▸ Records for this task:
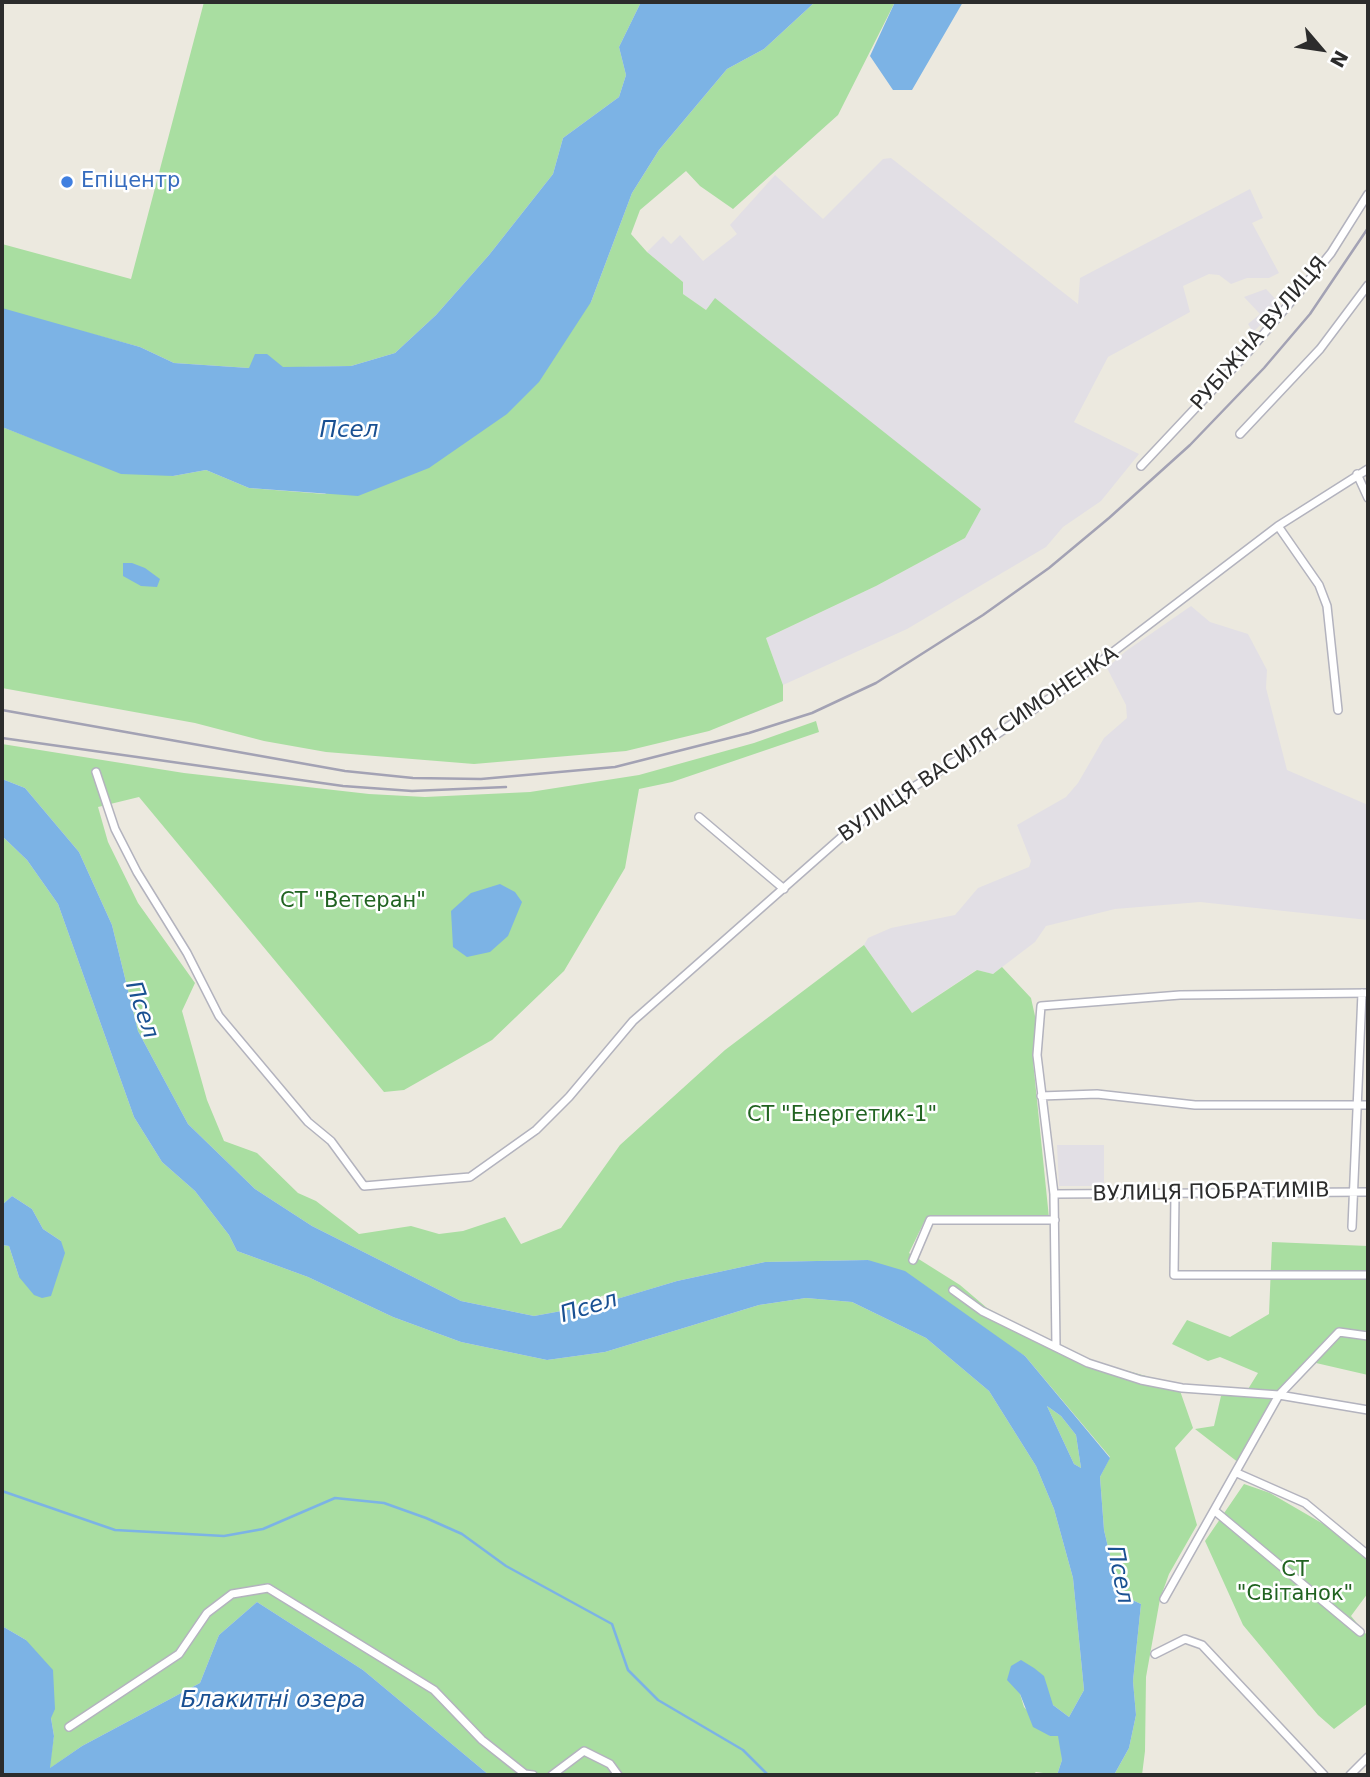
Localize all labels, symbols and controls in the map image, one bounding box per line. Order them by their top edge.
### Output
north arrow [1286,14,1356,84]
text: N [1326,47,1353,71]
place label: Епіцентр [81,169,180,195]
marker: Епіцентр [59,174,75,190]
street label: РУБІЖНА ВУЛИЦЯ [1186,252,1334,416]
water label: Псел [320,417,378,445]
street label: ВУЛИЦЯ ВАСИЛЯ СИМОНЕНКА [834,642,1124,848]
park label: СТ "Ветеран" [280,889,426,915]
water label: Псел [118,978,164,1042]
park label: СТ "Енергетик-1" [747,1103,937,1129]
street label: ВУЛИЦЯ ПОБРАТИМІВ [1092,1178,1330,1208]
water label: Псел [557,1286,621,1330]
water label: Псел [1100,1544,1138,1606]
park label: СТ "Світанок" [1237,1558,1353,1608]
water label: Блакитні озера [181,1687,365,1715]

▸ Exercise prompt: What you should produce is an exact copy of the records, with the pictures left out.

▸ Task answer:
Localize all labels, symbols and controls in the map image, one bounding box per line. Order them by their top edge.
### Output
north arrow [1286,14,1356,84]
text: N [1326,47,1353,71]
place label: Епіцентр [81,169,180,195]
marker: Епіцентр [59,174,75,190]
street label: РУБІЖНА ВУЛИЦЯ [1186,252,1334,416]
water label: Псел [320,417,378,445]
street label: ВУЛИЦЯ ВАСИЛЯ СИМОНЕНКА [834,642,1124,848]
park label: СТ "Ветеран" [280,889,426,915]
water label: Псел [118,978,164,1042]
park label: СТ "Енергетик-1" [747,1103,937,1129]
street label: ВУЛИЦЯ ПОБРАТИМІВ [1092,1178,1330,1208]
water label: Псел [557,1286,621,1330]
water label: Псел [1100,1544,1138,1606]
park label: СТ "Світанок" [1237,1558,1353,1608]
water label: Блакитні озера [181,1687,365,1715]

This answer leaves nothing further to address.